Santos: Josafat, Aurelio, Publio, obispos y mártires; Millán (Emiliano) de la Cogolla, Adalberto, Arsacio, Teódulo, Nilo el Sinaíta, confesores; Benedicto, Juan, Mateo, Cristino, mártires; Renato, Cuniberto, Esiquio, Rufo, Livino, Leodegario, obispos; Margarito Flores García, sacerdote y mártir; Cumián, abad; Paterno, monje.

San Braulio, obispo de Zaragoza, escribió su vida en latín a partir de los datos obtenidos de lo que le aseguraron cuatro presbíteros contemporáneos del santo que aún vivían. A partir de este opúsculo, Gonzalo de Berceo tradujo la vida, incorporando los datos pacíficamente poseídos, pero no pensó en la confusión que se crearía en siglos posteriores a la hora de señalar lugares y coordinar las fechas.
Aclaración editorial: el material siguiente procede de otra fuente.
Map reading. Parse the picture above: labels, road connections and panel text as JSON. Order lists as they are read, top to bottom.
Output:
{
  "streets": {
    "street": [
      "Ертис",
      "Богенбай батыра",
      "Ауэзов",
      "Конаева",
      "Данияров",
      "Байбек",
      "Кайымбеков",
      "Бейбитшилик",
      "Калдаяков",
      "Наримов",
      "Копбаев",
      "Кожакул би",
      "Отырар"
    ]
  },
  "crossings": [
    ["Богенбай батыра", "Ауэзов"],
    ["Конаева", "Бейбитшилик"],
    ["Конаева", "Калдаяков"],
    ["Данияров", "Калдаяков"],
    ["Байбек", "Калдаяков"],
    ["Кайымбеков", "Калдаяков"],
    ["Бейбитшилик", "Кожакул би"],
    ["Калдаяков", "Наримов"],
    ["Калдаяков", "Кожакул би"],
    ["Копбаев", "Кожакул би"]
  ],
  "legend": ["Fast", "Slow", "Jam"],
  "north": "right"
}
El santo Millán vivió en la Rioja actual, pero su vida nos traslada al siglo iv y en término perteneciente a la diócesis de Tarazona, cuando mandan los visigodos. Nació en Vergegio, y de joven era un sencillo pastor de ovejas que llevaba la cítara para acompañar su soledad por los campos. Tuvo un sueño del que despertó con deseos de consagración total a Dios, dejó sus ovejas y fue en busca del yermo; pero su sindéresis le hizo caer en la cuenta de que poco podría hacer sin la ayuda y consejo de un sabio maestro de Bilibio. Acertó al ponerse bajo la instrucción y guía prudente del monje Felices que, cuando lo vio preparado, lo despachó dándole la santa regla.

Se cuenta que en un principio se ubicó en tierras próximas a Vergegio para entregarse a sus penitencias y oración contemplativa, pero pronto se sintió molesto por la afluencia de gente que acudía a ver al santo solitario. No tuvo más remedio que trasladarse a lugares más ásperos del monte, donde la nieve y el frío fueran barrera para los curiosos paisanos; así vivió cuarenta años.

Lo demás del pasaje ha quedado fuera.